MATERIAL SUPPLIED
>>>>>

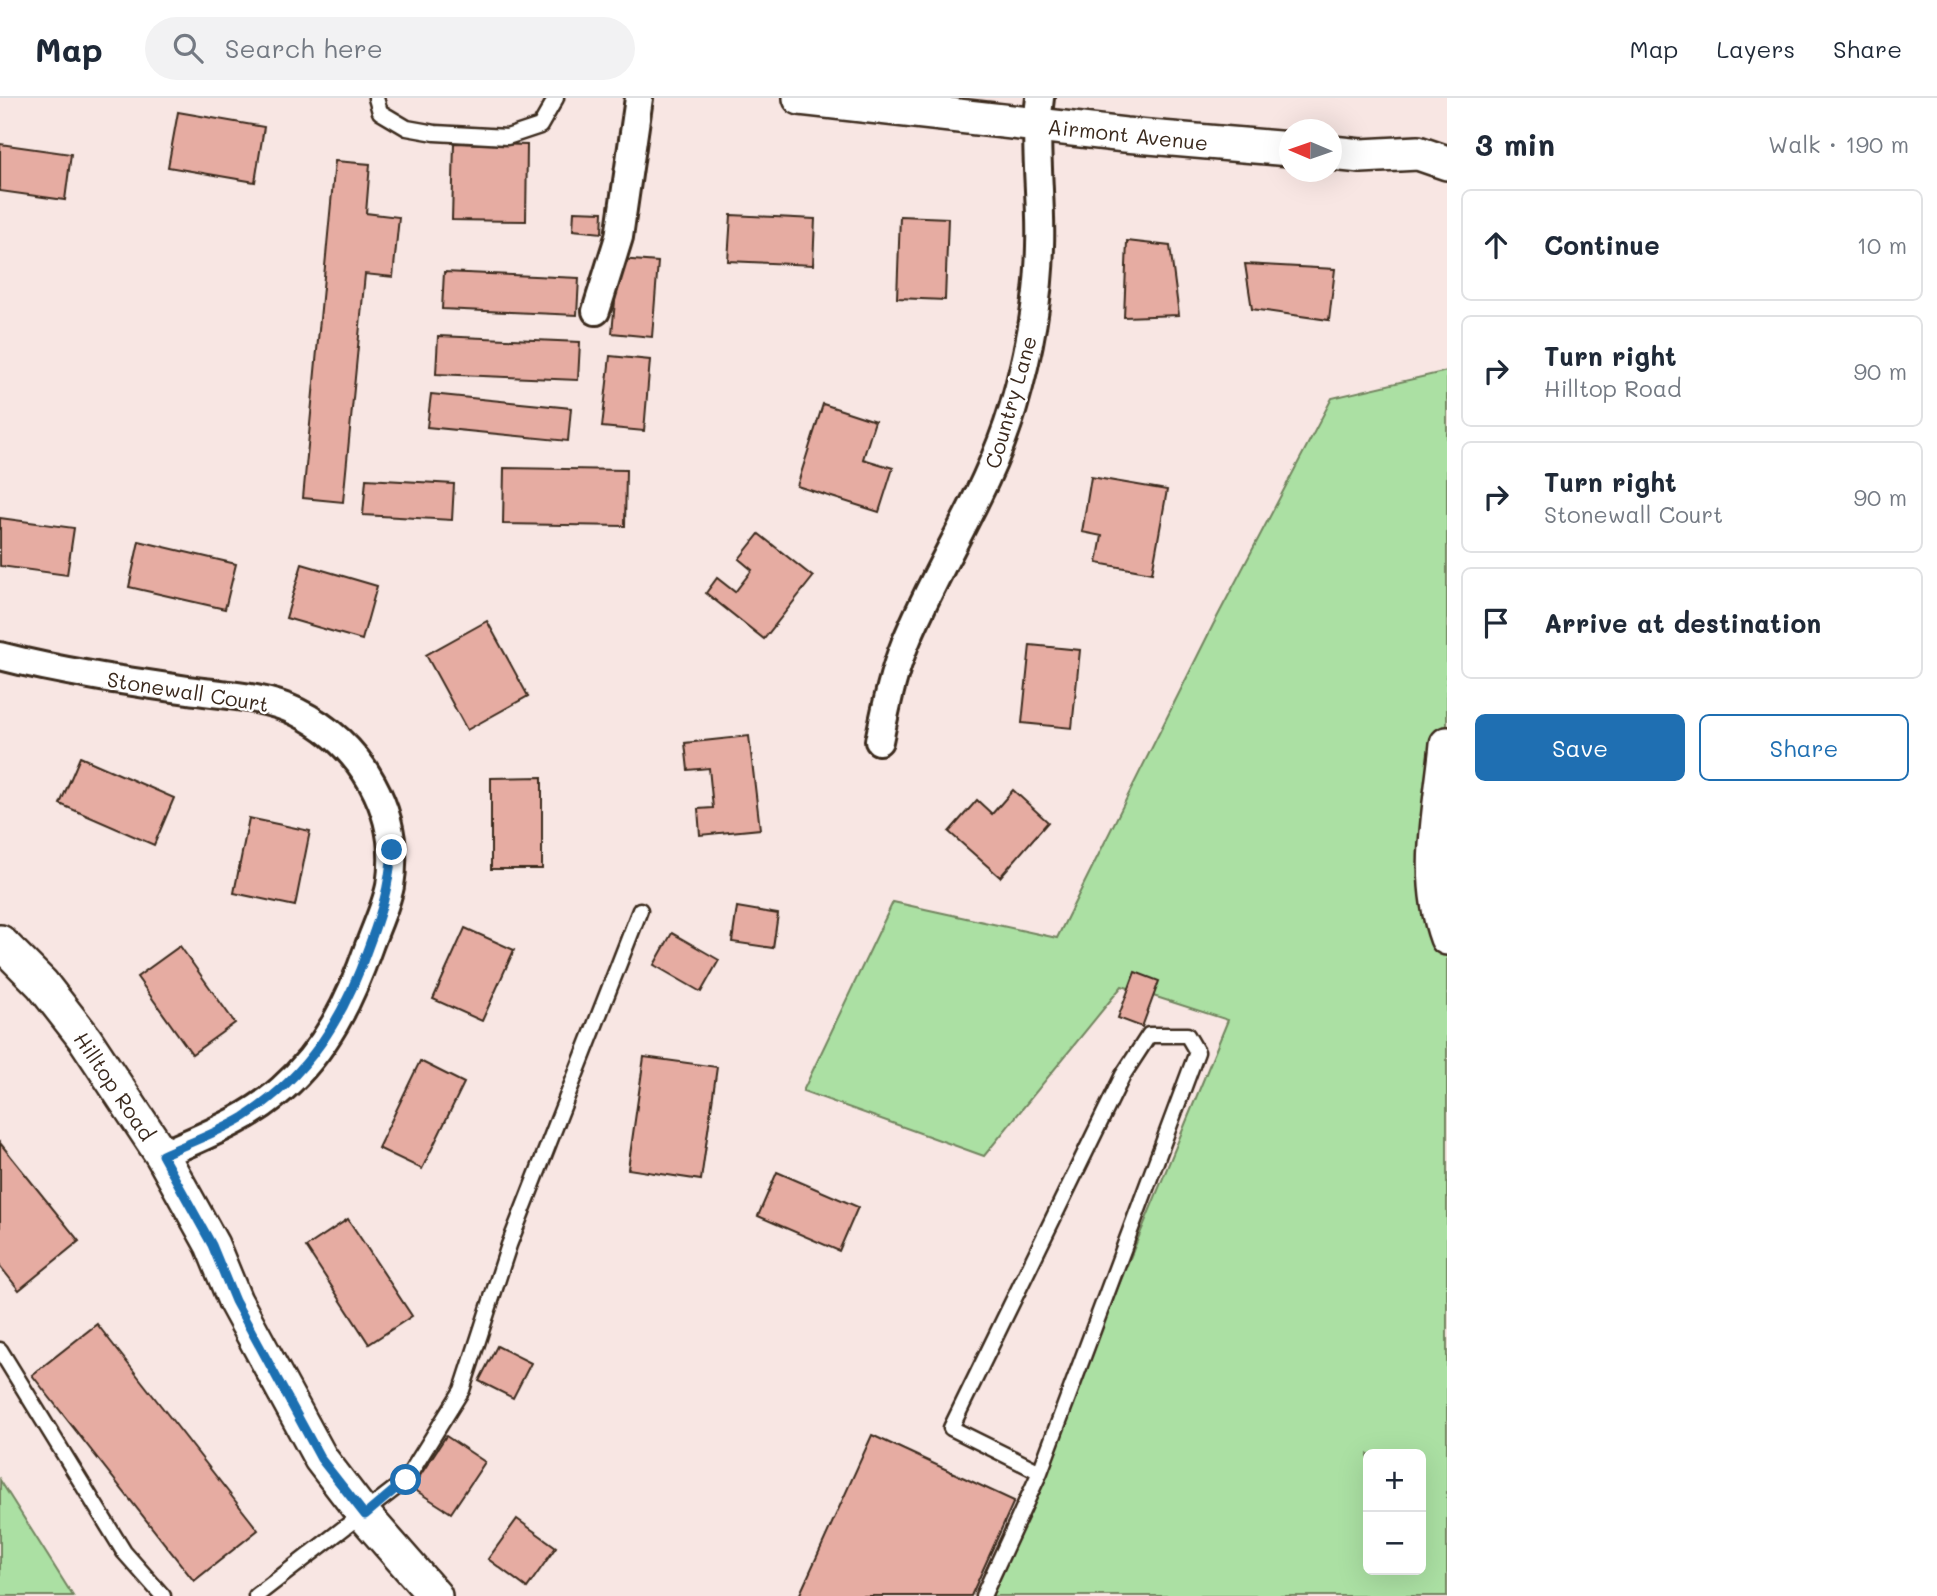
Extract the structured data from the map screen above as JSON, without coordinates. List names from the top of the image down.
{
  "streets": {
    "street": [
      "Airmont Avenue",
      "Country Lane",
      "Stonewall Court",
      "Hilltop Road"
    ]
  },
  "crossings": [
    ["Airmont Avenue", "Country Lane"],
    ["Stonewall Court", "Hilltop Road"]
  ],
  "north": "left",
  "page": {
    "header": "Map",
    "search": "Search here",
    "nav": ["Map", "Layers", "Share"],
    "heading": ["3 min", "Walk · 190 m"],
    "list": [
      ["Continue", "10 m"],
      ["Turn right", "Hilltop Road", "90 m"],
      ["Turn right", "Stonewall Court", "90 m"],
      "Arrive at destination"
    ],
    "buttons": ["Save", "Share"],
    "map_buttons": ["+", "−"]
  }
}
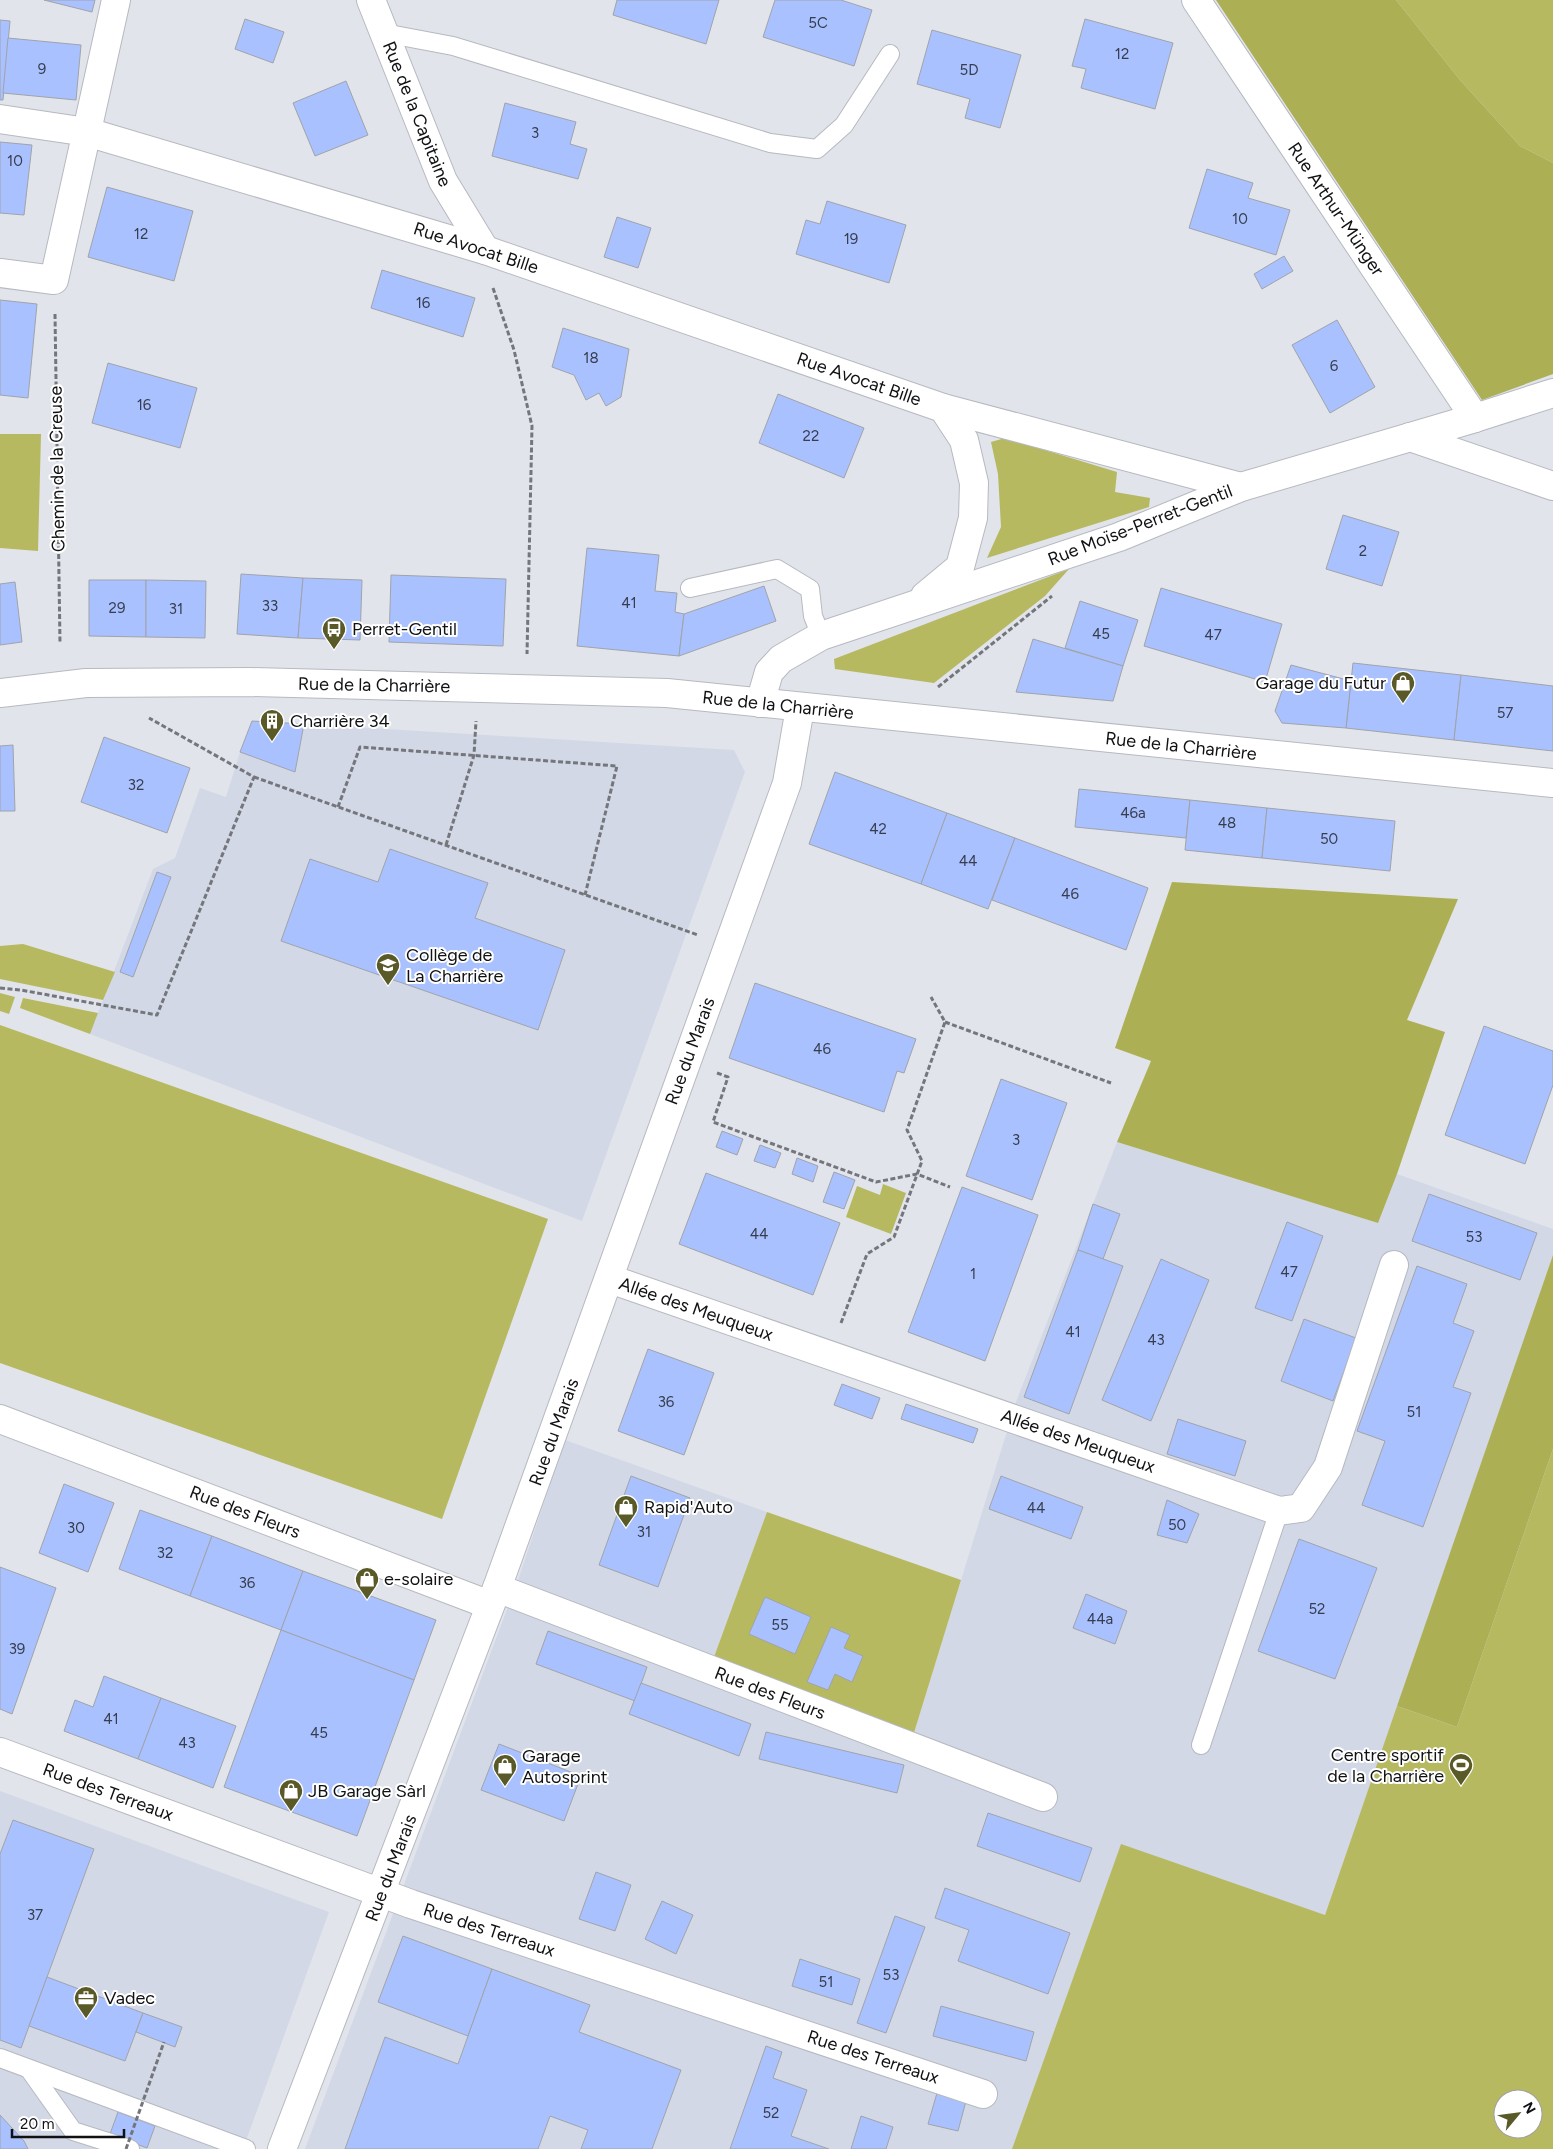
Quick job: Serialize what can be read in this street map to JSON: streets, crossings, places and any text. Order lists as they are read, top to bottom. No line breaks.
{"streets":{"street":["Rue de la Capitaine","Rue Arthur-Münger","Rue Avocat Bille","Rue Moïse-Perret-Gentil","Rue de la Charrière","Rue du Marais","Allée des Meuqueux","Rue des Fleurs","Rue des Terreaux"],"path":["Chemin de la Creuse"]},"crossings":[["Rue de la Capitaine","Rue Avocat Bille"],["Rue Arthur-Münger","Rue Moïse-Perret-Gentil"],["Rue Avocat Bille","Rue Moïse-Perret-Gentil"],["Rue Moïse-Perret-Gentil","Rue de la Charrière"],["Rue de la Charrière","Rue du Marais"],["Rue du Marais","Allée des Meuqueux"],["Rue du Marais","Rue des Fleurs"],["Rue du Marais","Rue des Terreaux"]],"places":{"bus stop":["Perret-Gentil"],"shop":["Garage du Futur","Rapid'Auto","e-solaire","Garage Autosprint","JB Garage Sàrl"],"building":["Charrière 34"],"school or university":["Collège de La Charrière"],"sports":["Centre sportif de la Charrière"],"office":["Vadec"]},"house_numbers":["5C","12","9","5D","3","10","10","12","19","16","18","6","16","22","2","41","33","29","31","45","47","57","32","46a","48","42","50","44","46","46","3","44","53","47","1","41","43","36","51","44","50","30","31","32","36","52","44a","55","39","41","45","43","37","53","51","52"],"scale_bar":"20 m","north":"top right"}
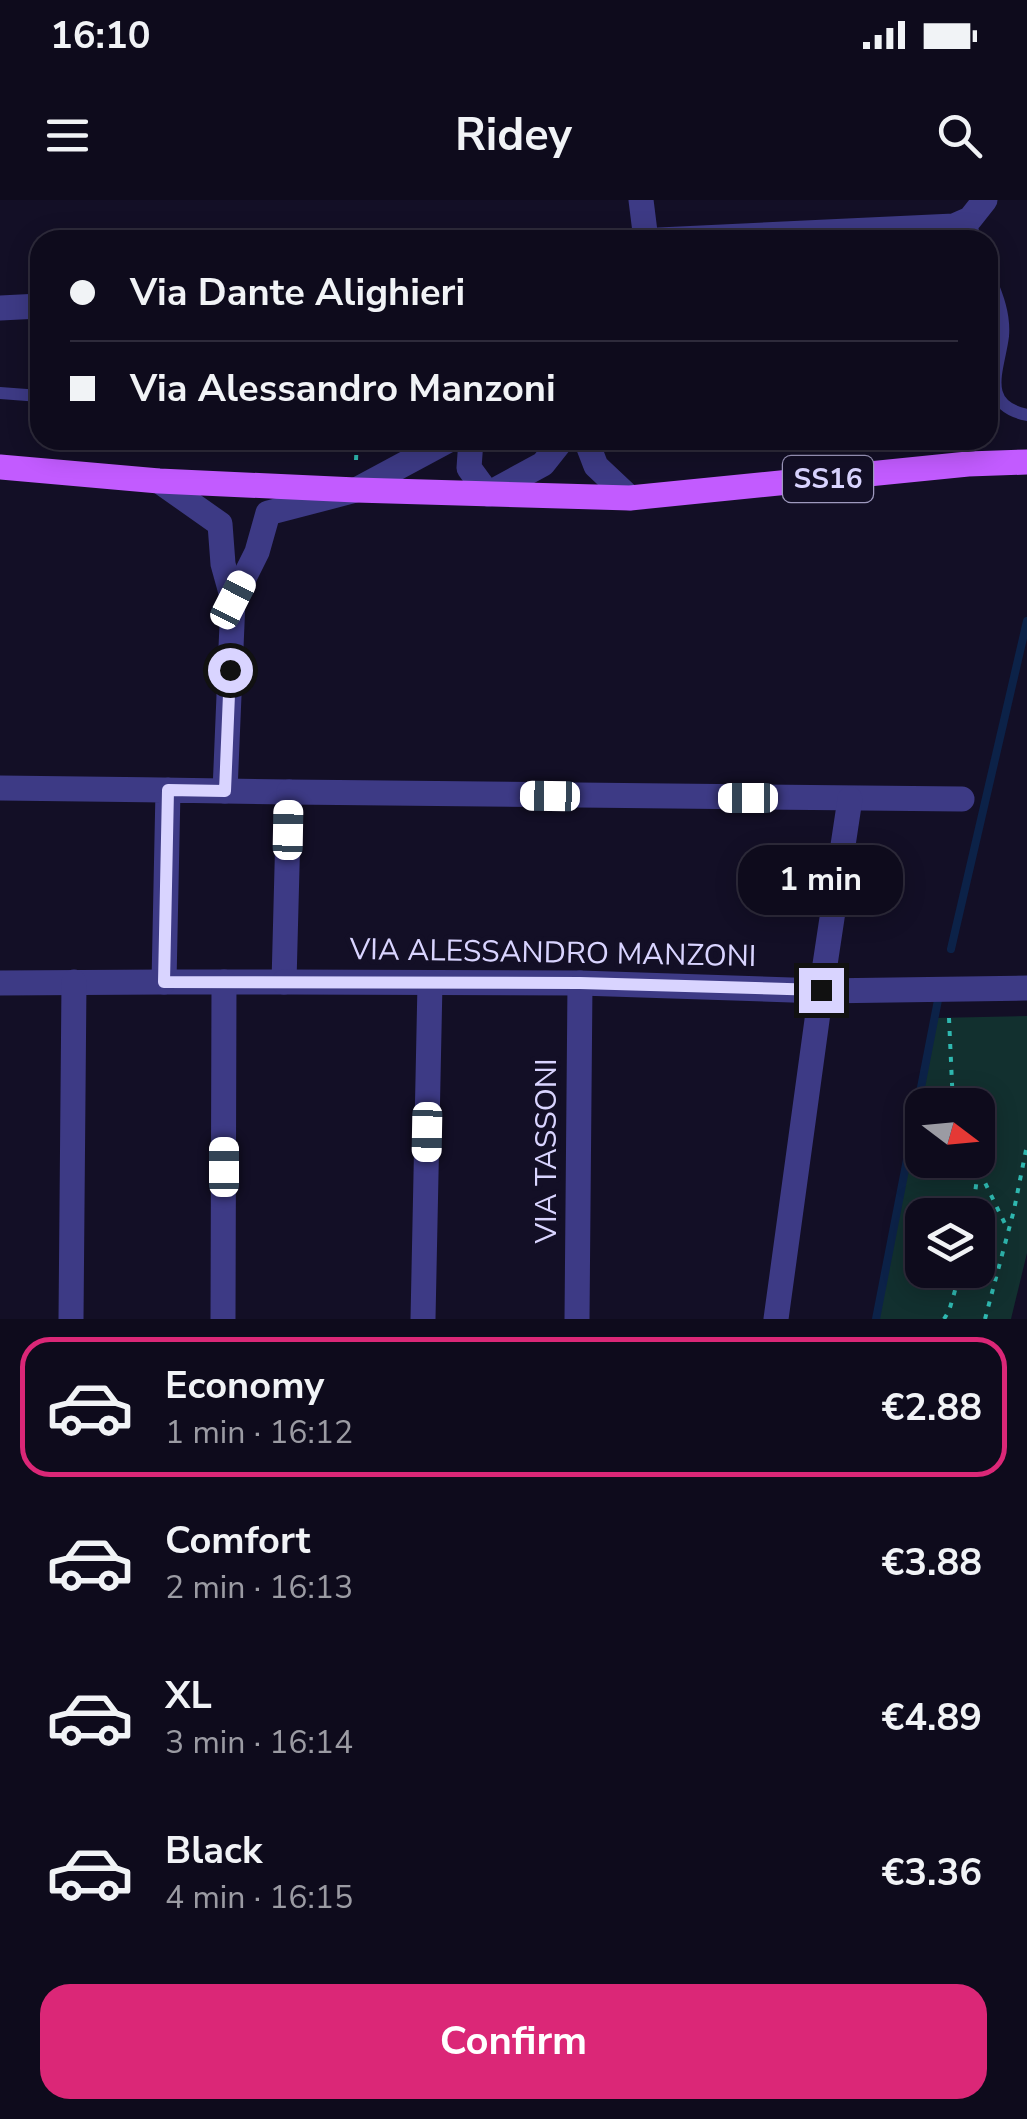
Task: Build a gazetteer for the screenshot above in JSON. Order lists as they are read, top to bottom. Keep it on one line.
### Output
{"streets":{"main road":["SS16"],"street":["VIA ALESSANDRO MANZONI","VIA TASSONI"]},"crossings":[["VIA ALESSANDRO MANZONI","VIA TASSONI"]],"north":"right","page":{"status":"16:10","header":"Ridey","banner":["Via Dante Alighieri","Via Alessandro Manzoni"],"bubble":"1 min","list":[{"name":"Economy","note":"1 min · 16:12","value":"€2.88"},{"name":"Comfort","note":"2 min · 16:13","value":"€3.88"},{"name":"XL","note":"3 min · 16:14","value":"€4.89"},{"name":"Black","note":"4 min · 16:15","value":"€3.36"}],"buttons":"Confirm"}}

<<<<<

EXERCISE DESCRIPTION
An exact copy of the lines from the one with "Quick job: Serialize" through the end of the entries above, both included, is the whole answer. It contains no pictures.

COMPLETED TASK
Quick job: Serialize what can be read in this street map to JSON: streets, crossings, places and any text. Order lists as they are read, top to bottom. No line breaks.
{"streets":{"street":["Rue de la Capitaine","Rue Arthur-Münger","Rue Avocat Bille","Rue Moïse-Perret-Gentil","Rue de la Charrière","Rue du Marais","Allée des Meuqueux","Rue des Fleurs","Rue des Terreaux"],"path":["Chemin de la Creuse"]},"crossings":[["Rue de la Capitaine","Rue Avocat Bille"],["Rue Arthur-Münger","Rue Moïse-Perret-Gentil"],["Rue Avocat Bille","Rue Moïse-Perret-Gentil"],["Rue Moïse-Perret-Gentil","Rue de la Charrière"],["Rue de la Charrière","Rue du Marais"],["Rue du Marais","Allée des Meuqueux"],["Rue du Marais","Rue des Fleurs"],["Rue du Marais","Rue des Terreaux"]],"places":{"bus stop":["Perret-Gentil"],"shop":["Garage du Futur","Rapid'Auto","e-solaire","Garage Autosprint","JB Garage Sàrl"],"building":["Charrière 34"],"school or university":["Collège de La Charrière"],"sports":["Centre sportif de la Charrière"],"office":["Vadec"]},"house_numbers":["5C","12","9","5D","3","10","10","12","19","16","18","6","16","22","2","41","33","29","31","45","47","57","32","46a","48","42","50","44","46","46","3","44","53","47","1","41","43","36","51","44","50","30","31","32","36","52","44a","55","39","41","45","43","37","53","51","52"],"scale_bar":"20 m","north":"top right"}
Task: Build a gazetteer for the screenshot above in JSON. Order lists as they are read, top to bottom. Keep it on one line.
### Output
{"streets":{"main road":["SS16"],"street":["VIA ALESSANDRO MANZONI","VIA TASSONI"]},"crossings":[["VIA ALESSANDRO MANZONI","VIA TASSONI"]],"north":"right","page":{"status":"16:10","header":"Ridey","banner":["Via Dante Alighieri","Via Alessandro Manzoni"],"bubble":"1 min","list":[{"name":"Economy","note":"1 min · 16:12","value":"€2.88"},{"name":"Comfort","note":"2 min · 16:13","value":"€3.88"},{"name":"XL","note":"3 min · 16:14","value":"€4.89"},{"name":"Black","note":"4 min · 16:15","value":"€3.36"}],"buttons":"Confirm"}}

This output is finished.